Let me start by saying I am not a superstitious person, nor do I believe in curses or magic or anything like that. I just think this is an interesting set of coincidences that makes for a funny true story.
My family has a tradition of getting together every Christmas-eve for a smorgasbord - a somewhat traditional Swedish Christmas meal. As part of the meal, we would always have rice pudding and hidden in the pudding would be one almond. The family tradition was whoever got the almond would have good luck for the next year. (I think the real Swedish tradition was the person to get the almond was to get married within the year, but that didn't work for a family with a bunch of young kids...) So, as a kid, I remember always looking forward to having the rice pudding at the end of the night, quickly digging through looking for an almond, being disappointed when I didn't find it, and then discarding the pudding because I didn't really like the stuff. (I should note I now like the pudding quite a bit - I guess it's something you appreciate more when you get older. None of my young nieces or nephews seem to eat it either. Just like when I was a kid, they just look for the almond.)

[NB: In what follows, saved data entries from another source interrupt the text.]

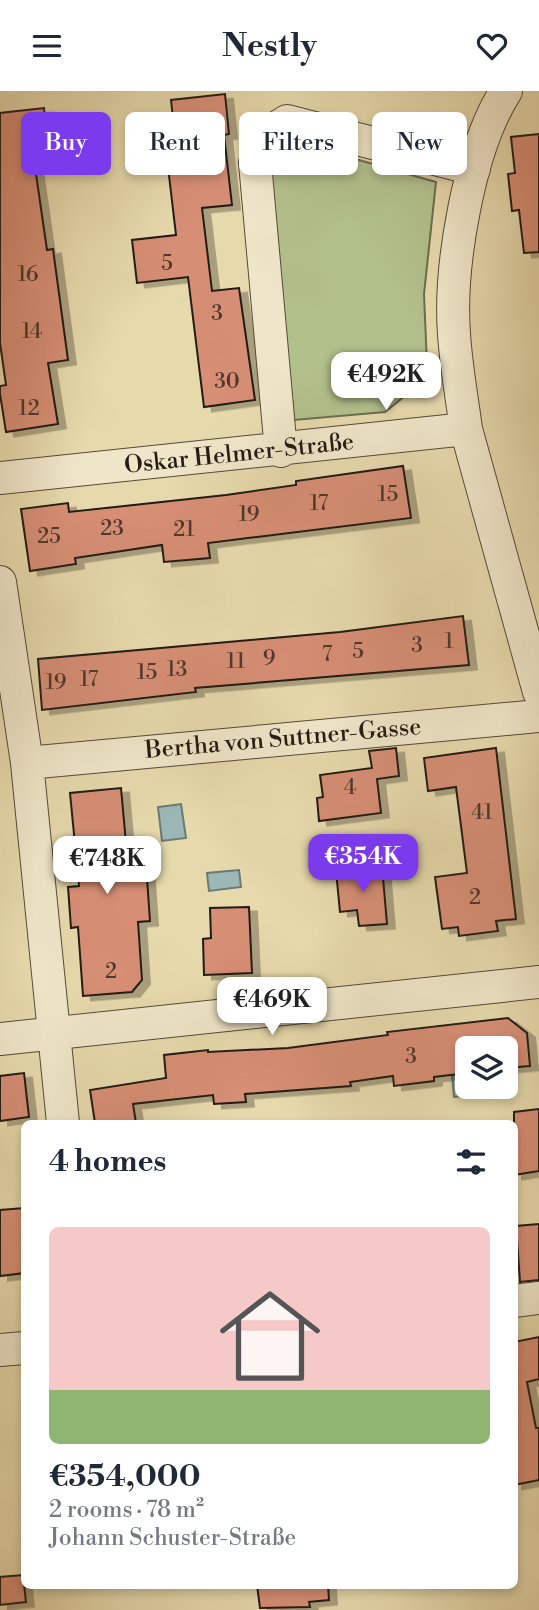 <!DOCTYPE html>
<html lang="en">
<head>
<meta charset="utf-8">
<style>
	:root { --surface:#fff; --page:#f6f6f7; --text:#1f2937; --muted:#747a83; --line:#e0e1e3; --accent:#7c3aed }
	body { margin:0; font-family:"Libre Bodoni",serif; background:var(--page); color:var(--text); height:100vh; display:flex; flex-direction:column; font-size:26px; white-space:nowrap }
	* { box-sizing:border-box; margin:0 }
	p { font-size:23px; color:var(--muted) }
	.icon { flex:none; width:38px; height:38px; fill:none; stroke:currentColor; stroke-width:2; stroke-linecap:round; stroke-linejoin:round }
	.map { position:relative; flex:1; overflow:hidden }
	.panel { position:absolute; left:21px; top:1029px; width:497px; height:469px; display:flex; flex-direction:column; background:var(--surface); border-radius:10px; box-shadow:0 4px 10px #0003 }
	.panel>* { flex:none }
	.hud { position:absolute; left:21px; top:21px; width:497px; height:63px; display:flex; gap:14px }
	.controls { position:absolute; left:455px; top:945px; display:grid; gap:14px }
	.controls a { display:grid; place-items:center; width:63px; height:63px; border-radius:10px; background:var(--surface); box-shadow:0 4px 10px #0003; font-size:35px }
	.price { position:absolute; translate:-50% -60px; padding:0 16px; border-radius:14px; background:#fff; color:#222; font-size:23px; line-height:46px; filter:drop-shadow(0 2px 4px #0008) }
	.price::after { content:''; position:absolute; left:50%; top:42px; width:21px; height:16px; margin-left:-10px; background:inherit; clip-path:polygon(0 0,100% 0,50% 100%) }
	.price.active { background:var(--accent); color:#fff }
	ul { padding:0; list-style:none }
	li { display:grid; align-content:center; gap:14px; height:371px; padding:0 28px }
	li+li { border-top:2px solid var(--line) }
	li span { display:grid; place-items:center; height:217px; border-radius:10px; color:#555 }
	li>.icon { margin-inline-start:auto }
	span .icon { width:126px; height:126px; fill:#fffc; stroke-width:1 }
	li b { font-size:30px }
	h2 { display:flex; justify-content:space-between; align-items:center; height:84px; padding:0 28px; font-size:30px }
	.tag { padding:0 24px; border-radius:10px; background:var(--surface); box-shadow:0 4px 10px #0003; font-size:24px; line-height:63px }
	.tag.active { background:var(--accent); color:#fff }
	header { display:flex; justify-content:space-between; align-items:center; height:91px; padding:0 28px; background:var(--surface); font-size:32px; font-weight:700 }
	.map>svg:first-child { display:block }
</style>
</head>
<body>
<header><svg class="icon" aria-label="menu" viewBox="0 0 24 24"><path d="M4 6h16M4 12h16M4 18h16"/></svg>Nestly<svg class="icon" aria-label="heart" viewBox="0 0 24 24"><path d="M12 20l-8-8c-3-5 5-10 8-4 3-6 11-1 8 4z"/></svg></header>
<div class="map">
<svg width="539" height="1519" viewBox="0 0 539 1519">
	<defs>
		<filter id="shadow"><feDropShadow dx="8" dy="4.5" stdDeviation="0" flood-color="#0004"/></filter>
	</defs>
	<rect width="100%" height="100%" fill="#e6d9ac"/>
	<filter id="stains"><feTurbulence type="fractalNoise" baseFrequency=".00286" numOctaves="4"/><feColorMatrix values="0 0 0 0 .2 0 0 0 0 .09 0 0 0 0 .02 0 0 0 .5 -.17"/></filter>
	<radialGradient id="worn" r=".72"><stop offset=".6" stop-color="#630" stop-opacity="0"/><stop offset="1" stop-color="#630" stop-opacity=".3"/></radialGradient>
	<path fill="#b2c08b" stroke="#6b6e4f" stroke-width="2" d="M289 49 436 91 424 203 427 274 421 288 411 300 385 321 294 329 270 95 274 70Z"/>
	<path fill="#9cb7b6" stroke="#6c7975" stroke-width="2" d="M181 713 186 747 162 750 158 716Z
		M239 779 241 796 209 800 207 782Z
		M467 983V996H498L499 1003 454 1006 452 984Z"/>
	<path fill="#d68e75" stroke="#241b13" stroke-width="2" filter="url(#shadow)" d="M225 3 229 43 224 44 232 114 202 117 212 200 239 197 255 309 204 316 188 186 137 192 132 149 176 144 168 76 178 75 171 9Z
		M44 17 49 67 34 69 47 159 53 158 68 269 48 272 58 333 6 341 0 303V295L6 294 0 252V22Z
		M539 43V161L524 162 519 119 512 120 508 83 515 82 511 46Z
		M403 375 411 427 208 452 210 467 164 471 162 454 75 467 76 473 30 480 21 418 68 412 69 421 226 404 296 394V390Z
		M463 525 469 574 195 597 196 601 42 619 38 568 340 541Z
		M396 657 399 685 377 688 381 722 319 730 317 707 323 706 320 684 372 677 369 660Z
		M496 657 516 828 496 830 498 840 459 845 458 836 442 838 435 786 467 782 456 696 428 700 424 667Z
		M121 697 128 774 146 773 150 830 138 831 142 889 132 901 83 905 78 836 71 837 68 796 79 795 70 702Z
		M382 775 387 833 359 835 357 819 340 821 336 780Z
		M249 816 252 882 204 884 203 848 211 847 210 817Z
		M508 927 527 942 530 975 506 977V957H467V982L434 986V990L394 995 393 985 350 991 351 995 245 1003 246 1011 214 1013 213 1004 133 1013 136 1032H95L90 999 166 987 164 964 208 959V961L288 957 388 944 387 941Z
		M24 982 29 1026 0 1030V985Z
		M539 1018V1080L514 1084V1021Z
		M24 1117V1182L0 1185V1119Z
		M539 1133V1189L520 1191 516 1135Z
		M539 1246V1288L527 1291 536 1337H539V1389L514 1394V1251Z
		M23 1484 26 1511 0 1514V1486Z
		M257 1494H328L329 1509 309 1511 310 1516 260 1517Z"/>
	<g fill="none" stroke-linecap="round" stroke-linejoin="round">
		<defs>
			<path id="street" d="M466 338 539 601
				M281 360 255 72 267 43 287 30 474 78
				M0 387 466 338C462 307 456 275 454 243 449 175 469 57 506 0
				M0 491 27 672 63 1032
				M27 672 539 625
				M0 948 539 891
				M514 1210 539 1207
				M0 1259 24 1257"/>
		</defs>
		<use href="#street" stroke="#544a39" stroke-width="34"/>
		<use href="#street" stroke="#efe6c9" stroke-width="32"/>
	</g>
	<g text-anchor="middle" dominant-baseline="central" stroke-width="5" stroke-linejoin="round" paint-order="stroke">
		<g font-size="21" fill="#50382c">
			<text x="167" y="173">5</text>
			<text x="28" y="184">16</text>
			<text x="217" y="223">3</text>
			<text x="32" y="241">14</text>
			<text x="227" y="291">30</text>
			<text x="29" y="318">12</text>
			<text x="388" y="404">15</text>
			<text x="319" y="413">17</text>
			<text x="249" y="424">19</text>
			<text x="112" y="438">23</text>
			<text x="184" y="439">21</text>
			<text x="49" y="446">25</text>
			<text x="449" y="551">1</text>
			<text x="417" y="555">3</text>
			<text x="358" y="561">5</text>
			<text x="327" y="564">7</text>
			<text x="269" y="568">9</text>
			<text x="236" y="571">11</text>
			<text x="177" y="579">13</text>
			<text x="147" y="582">15</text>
			<text x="89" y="589">17</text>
			<text x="56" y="592">19</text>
			<text x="350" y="697">4</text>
			<text x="482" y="722">41</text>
			<text x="475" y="807">2</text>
			<text x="111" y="881">2</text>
			<text x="411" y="966">3</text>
		</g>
		<g font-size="24" fill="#241b13" stroke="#efe6c9">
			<text transform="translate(239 363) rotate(-6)">Oskar Helmer-Straße</text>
			<text transform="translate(283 648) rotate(-5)">Bertha von Suttner-Gasse</text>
		</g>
	</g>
	<rect width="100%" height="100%" filter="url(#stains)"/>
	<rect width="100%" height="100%" fill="url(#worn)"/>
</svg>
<div class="controls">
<a><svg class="icon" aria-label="layers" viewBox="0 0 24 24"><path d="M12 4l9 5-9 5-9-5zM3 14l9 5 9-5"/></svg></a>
</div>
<b class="price" style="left:386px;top:321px">€492K</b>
<b class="price active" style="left:363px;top:803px">€354K</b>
<b class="price" style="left:107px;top:805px">€748K</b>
<b class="price" style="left:272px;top:946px">€469K</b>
<div class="hud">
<a class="tag active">Buy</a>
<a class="tag">Rent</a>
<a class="tag">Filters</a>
<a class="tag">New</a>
</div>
<section class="panel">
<h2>4 homes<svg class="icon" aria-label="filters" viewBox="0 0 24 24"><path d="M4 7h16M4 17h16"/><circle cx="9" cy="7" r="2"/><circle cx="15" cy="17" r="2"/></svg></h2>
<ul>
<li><span style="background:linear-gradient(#f6c9c9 75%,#8fb573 0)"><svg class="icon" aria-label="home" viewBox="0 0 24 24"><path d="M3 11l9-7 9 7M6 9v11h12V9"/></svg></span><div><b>€354,000</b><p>2 rooms · 78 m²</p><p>Johann Schuster-Straße</p></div></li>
</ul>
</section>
</div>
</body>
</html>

Anyhow, at some point in time in the mid 1990's my mom decided it might be nice to expand on the family tradition and get something to give the person who got the almond - just something simple, but nice, that could be kept for the year and then given to the next person the next Christmas-eve. She chose a simple glass bluebird, which we called the bluebird of happiness:
Unfortunately, once we started this new addition to the tradition, it seemed the bluebird had it's own interpretation of what people needed for happiness. It seemed everyone who got it had their current relationship end within the year. My brother got divorced, a friend of the family had a ten-plus year long relationship end, and I split up with my girl-friend of 10 years. We started jokingly calling it the bluebird of change rather than the bluebird of happiness. It got to the point where people were hoping they didn't get the almond at Christmas-eve. Since I am not superstitious, the last year were did this tradition, when the father of my fiance at the time got the almond, he ended up giving the bluebird to me. And what do you think happened? That year my fiance and I split up.
After that happened, no one wanted to see the bluebird again. So I've kept it ever since. I've had it for 5 years now and I've not been in any new romantic relationship since. Coincidence? Of course it is!
But... I still ponder the idea of selling the bluebird on eBay with the description of "Cursed bluebird for sale. Guaranteed to end your current relationship within a year!" just to see if anyone would be interested in buying such an item.
Although, I must admit, I can't really sell it. It's a great conversation piece.